== Stored data

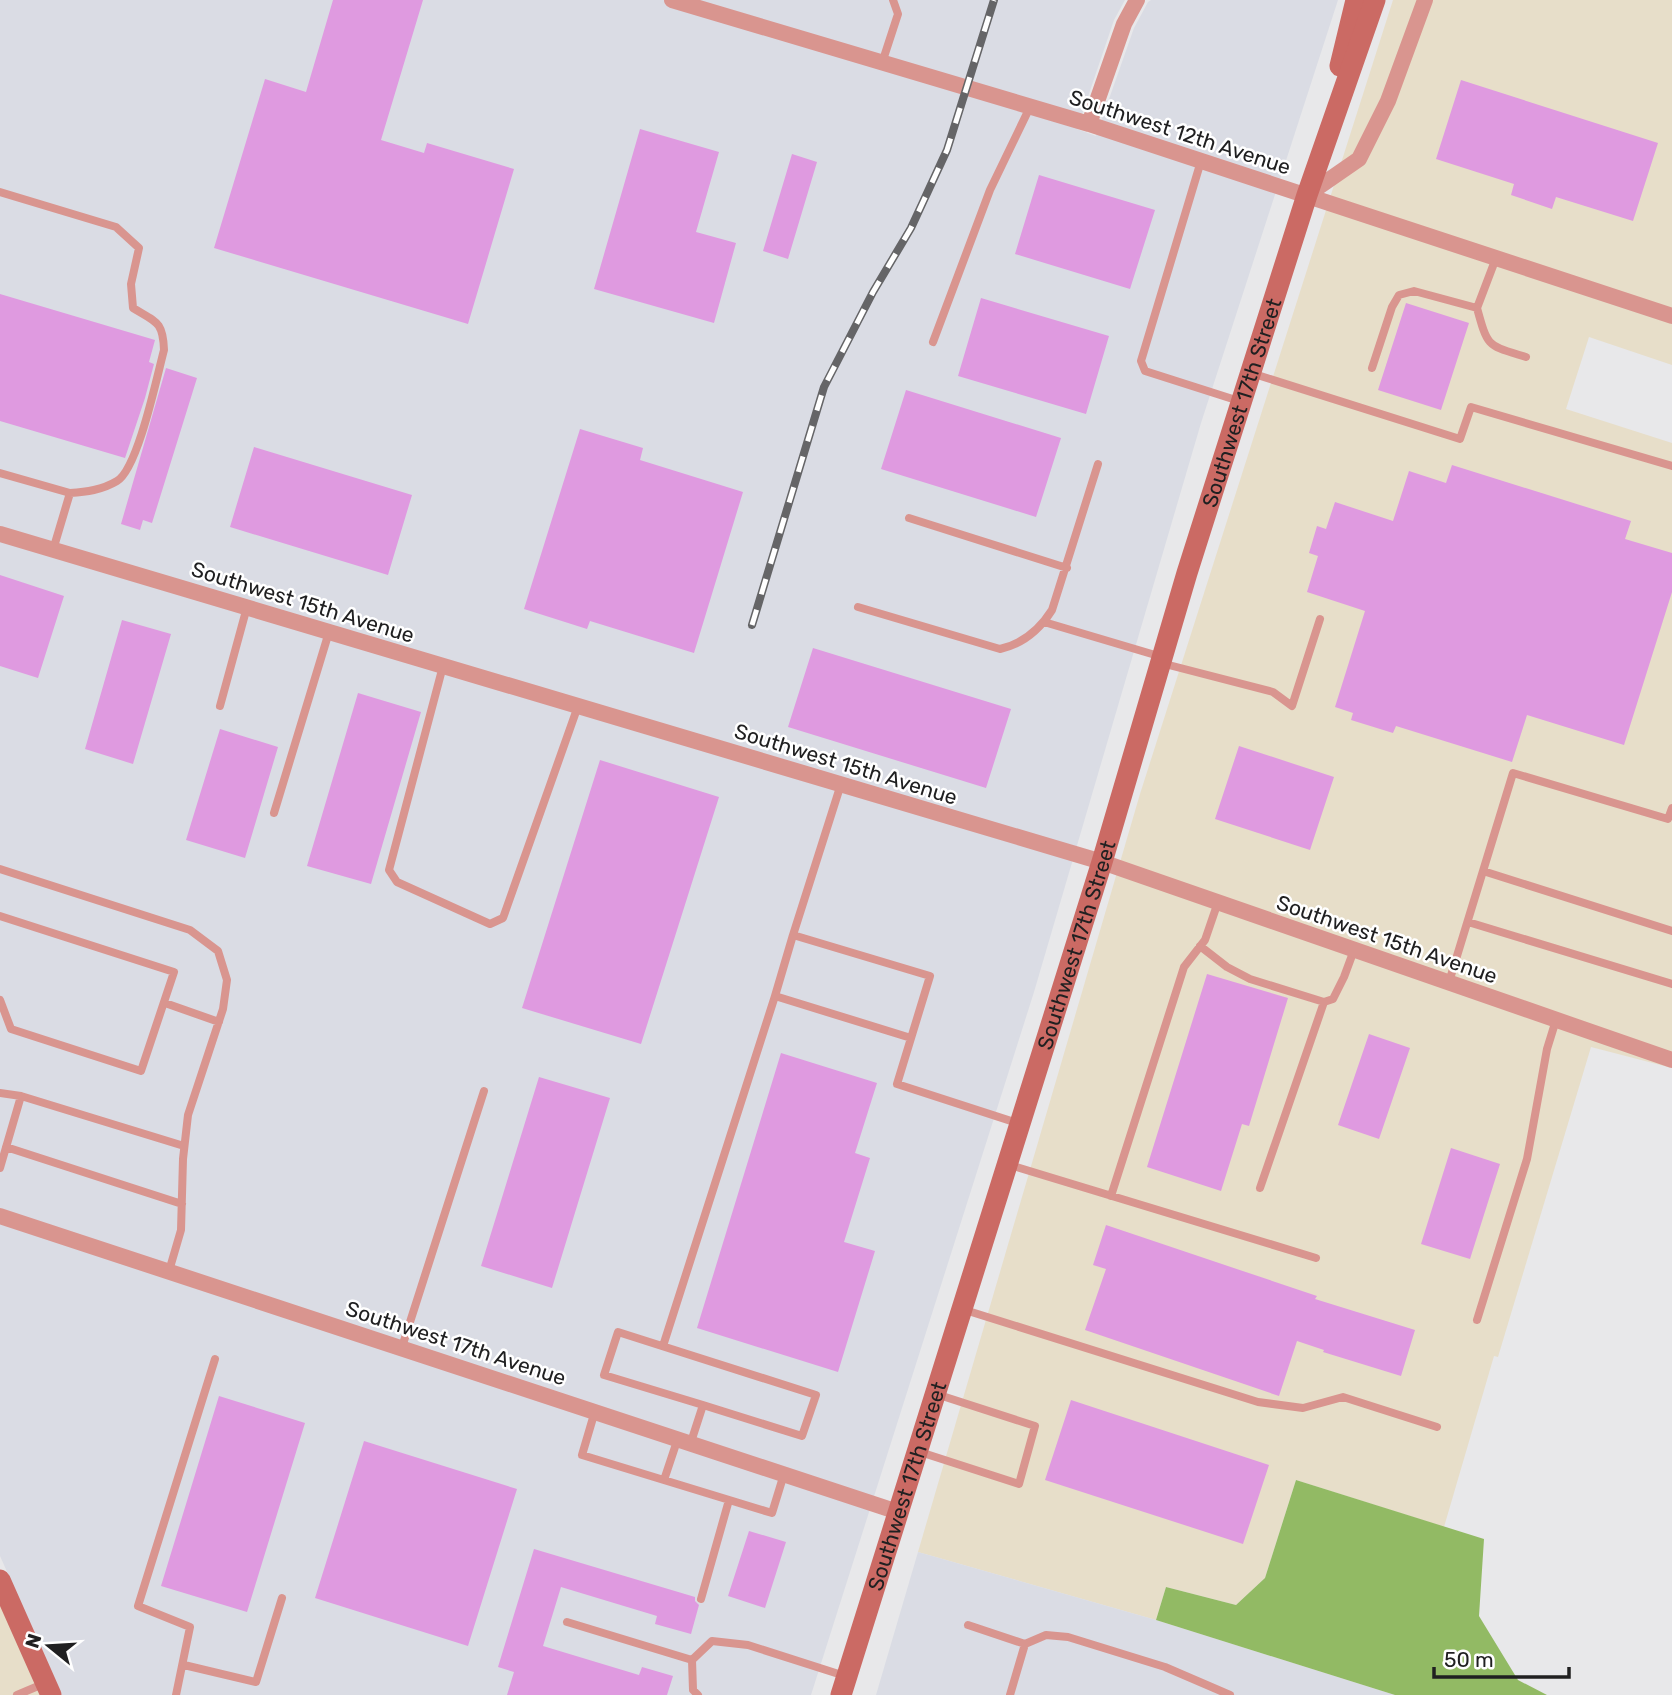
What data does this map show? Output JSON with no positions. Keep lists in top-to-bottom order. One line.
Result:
{"streets":{"main road":["Southwest 17th Street"],"street":["Southwest 12th Avenue","Southwest 15th Avenue","Southwest 17th Avenue"]},"crossings":[["Southwest 12th Avenue","Southwest 17th Street"],["Southwest 17th Street","Southwest 15th Avenue"],["Southwest 17th Street","Southwest 17th Avenue"]],"scale_bar":"50 m","north":"left"}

====

*Your assignment*:
Across the whole listing, reproduce each line verbatim and exclude every picture.

*Answer space*:
What data does this map show? Output JSON with no positions. Keep lists in top-to-bottom order. One line.
Result:
{"streets":{"main road":["Southwest 17th Street"],"street":["Southwest 12th Avenue","Southwest 15th Avenue","Southwest 17th Avenue"]},"crossings":[["Southwest 12th Avenue","Southwest 17th Street"],["Southwest 17th Street","Southwest 15th Avenue"],["Southwest 17th Street","Southwest 17th Avenue"]],"scale_bar":"50 m","north":"left"}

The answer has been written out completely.